The response must contain every line from the records below that has "pixel".

═════ SUPPLIED RECORDS

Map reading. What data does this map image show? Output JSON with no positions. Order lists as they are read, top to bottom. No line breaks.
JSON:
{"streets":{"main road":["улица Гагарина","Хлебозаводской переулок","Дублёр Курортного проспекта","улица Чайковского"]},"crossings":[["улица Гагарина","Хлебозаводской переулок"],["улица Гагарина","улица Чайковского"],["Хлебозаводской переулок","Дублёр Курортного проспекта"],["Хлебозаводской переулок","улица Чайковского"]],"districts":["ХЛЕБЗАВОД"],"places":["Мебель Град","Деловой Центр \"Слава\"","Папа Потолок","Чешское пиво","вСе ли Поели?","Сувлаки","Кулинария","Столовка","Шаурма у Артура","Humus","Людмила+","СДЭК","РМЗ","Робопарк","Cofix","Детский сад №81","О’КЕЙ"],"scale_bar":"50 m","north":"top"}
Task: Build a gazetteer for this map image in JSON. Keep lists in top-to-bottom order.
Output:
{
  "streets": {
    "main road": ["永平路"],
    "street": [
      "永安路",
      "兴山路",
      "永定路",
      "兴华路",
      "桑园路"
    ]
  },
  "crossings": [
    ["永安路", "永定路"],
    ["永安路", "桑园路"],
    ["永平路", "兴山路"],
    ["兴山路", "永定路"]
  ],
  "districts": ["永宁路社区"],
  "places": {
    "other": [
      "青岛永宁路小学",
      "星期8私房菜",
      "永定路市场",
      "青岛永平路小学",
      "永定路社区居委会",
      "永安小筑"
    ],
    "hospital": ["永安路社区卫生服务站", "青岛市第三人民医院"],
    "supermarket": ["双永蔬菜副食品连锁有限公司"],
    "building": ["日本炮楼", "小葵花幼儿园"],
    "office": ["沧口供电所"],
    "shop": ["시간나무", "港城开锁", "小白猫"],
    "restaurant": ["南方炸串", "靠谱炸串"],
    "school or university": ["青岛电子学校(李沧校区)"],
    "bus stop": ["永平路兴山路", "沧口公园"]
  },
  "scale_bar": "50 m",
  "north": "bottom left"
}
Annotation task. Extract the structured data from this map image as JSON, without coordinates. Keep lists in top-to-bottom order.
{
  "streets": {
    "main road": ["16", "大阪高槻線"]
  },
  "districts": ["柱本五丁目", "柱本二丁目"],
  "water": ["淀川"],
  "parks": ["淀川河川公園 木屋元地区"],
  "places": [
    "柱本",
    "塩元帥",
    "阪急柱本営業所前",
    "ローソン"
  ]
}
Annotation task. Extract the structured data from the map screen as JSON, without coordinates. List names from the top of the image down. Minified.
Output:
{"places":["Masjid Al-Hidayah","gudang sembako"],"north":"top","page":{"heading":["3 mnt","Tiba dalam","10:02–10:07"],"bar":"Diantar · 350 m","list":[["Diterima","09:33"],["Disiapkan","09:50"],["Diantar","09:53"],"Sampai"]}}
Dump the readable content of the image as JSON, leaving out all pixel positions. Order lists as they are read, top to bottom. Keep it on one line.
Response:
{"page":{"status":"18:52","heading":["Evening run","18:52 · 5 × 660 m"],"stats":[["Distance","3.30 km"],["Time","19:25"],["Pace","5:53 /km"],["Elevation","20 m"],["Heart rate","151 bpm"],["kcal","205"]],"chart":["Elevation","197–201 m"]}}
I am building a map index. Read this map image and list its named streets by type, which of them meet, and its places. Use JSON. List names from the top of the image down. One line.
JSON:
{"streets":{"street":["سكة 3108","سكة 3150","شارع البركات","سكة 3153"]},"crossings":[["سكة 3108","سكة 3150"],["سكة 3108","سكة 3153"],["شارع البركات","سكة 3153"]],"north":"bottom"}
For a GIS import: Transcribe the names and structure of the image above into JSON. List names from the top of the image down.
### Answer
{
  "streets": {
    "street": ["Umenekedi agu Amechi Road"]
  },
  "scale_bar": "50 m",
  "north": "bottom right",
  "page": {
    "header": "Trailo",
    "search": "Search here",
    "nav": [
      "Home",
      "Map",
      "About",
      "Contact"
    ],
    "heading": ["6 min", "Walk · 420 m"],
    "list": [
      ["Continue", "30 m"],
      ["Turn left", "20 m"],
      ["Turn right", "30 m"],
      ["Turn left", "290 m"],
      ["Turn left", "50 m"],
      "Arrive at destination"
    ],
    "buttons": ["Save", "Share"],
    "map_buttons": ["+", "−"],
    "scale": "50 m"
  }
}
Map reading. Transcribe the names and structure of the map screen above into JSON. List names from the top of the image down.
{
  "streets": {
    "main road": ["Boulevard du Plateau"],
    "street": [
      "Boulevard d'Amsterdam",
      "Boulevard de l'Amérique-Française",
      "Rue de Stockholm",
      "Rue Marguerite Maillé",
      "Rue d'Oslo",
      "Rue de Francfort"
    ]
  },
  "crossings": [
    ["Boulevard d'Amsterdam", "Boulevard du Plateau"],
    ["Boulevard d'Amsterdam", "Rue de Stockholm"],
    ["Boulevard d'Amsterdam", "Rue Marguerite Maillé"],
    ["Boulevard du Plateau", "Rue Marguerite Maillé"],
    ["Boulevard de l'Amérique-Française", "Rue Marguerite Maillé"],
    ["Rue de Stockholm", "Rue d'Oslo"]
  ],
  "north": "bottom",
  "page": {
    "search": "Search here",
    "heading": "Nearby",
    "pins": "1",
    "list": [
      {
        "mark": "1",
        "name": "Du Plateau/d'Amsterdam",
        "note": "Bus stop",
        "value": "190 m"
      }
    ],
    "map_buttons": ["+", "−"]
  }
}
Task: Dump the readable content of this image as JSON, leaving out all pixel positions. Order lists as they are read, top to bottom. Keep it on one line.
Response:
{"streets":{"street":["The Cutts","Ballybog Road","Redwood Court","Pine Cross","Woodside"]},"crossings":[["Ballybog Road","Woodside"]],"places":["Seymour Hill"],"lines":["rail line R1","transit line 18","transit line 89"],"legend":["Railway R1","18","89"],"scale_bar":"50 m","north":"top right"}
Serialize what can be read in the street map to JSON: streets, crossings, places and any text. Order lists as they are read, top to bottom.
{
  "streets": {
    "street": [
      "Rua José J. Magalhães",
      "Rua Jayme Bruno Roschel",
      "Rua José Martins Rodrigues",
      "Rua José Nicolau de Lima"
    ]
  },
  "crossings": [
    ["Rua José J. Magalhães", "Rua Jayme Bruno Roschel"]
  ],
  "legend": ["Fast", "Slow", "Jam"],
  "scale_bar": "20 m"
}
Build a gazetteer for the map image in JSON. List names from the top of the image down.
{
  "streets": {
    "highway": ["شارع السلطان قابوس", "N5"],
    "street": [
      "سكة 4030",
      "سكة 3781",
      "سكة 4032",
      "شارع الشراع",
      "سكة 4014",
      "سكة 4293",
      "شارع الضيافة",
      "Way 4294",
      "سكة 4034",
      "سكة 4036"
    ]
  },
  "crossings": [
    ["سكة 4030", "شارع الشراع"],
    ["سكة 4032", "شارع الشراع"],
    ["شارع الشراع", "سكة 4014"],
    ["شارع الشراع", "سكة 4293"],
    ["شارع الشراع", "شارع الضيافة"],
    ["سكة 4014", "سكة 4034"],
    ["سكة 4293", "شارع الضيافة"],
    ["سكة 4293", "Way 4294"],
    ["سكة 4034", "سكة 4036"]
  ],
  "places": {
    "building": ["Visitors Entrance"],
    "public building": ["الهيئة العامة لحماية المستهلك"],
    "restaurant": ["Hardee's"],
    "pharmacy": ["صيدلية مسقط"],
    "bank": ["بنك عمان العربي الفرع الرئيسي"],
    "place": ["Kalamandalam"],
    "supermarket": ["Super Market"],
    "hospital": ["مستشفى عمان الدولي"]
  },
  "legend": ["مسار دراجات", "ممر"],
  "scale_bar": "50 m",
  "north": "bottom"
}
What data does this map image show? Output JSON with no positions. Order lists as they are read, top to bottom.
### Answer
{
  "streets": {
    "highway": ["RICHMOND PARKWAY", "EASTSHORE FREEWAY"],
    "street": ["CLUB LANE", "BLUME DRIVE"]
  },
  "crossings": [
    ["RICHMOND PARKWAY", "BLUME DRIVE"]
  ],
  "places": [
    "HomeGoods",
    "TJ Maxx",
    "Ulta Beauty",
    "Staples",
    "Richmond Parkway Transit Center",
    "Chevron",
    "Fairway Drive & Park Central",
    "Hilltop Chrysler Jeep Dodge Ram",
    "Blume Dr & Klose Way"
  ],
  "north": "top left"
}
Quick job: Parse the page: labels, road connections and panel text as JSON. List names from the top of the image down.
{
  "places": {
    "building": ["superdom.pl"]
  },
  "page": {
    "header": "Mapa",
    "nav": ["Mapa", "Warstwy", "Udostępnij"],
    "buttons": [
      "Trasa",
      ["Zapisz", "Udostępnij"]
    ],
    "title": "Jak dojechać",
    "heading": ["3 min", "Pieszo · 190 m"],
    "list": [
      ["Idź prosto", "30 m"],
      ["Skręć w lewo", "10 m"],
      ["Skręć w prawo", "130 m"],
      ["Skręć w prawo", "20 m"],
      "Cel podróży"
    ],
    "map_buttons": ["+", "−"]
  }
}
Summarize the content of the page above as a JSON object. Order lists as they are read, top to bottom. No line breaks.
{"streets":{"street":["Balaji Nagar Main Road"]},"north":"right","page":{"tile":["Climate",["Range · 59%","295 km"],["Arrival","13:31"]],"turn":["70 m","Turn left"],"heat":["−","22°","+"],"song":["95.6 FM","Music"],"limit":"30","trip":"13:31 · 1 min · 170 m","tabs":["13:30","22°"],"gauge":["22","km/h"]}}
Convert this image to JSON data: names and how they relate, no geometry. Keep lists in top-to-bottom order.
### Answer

══════════

ANSWER SECTION —
Dump the readable content of the image as JSON, leaving out all pixel positions. Order lists as they are read, top to bottom. Keep it on one line.
Task: Dump the readable content of this image as JSON, leaving out all pixel positions. Order lists as they are read, top to bottom. Keep it on one line.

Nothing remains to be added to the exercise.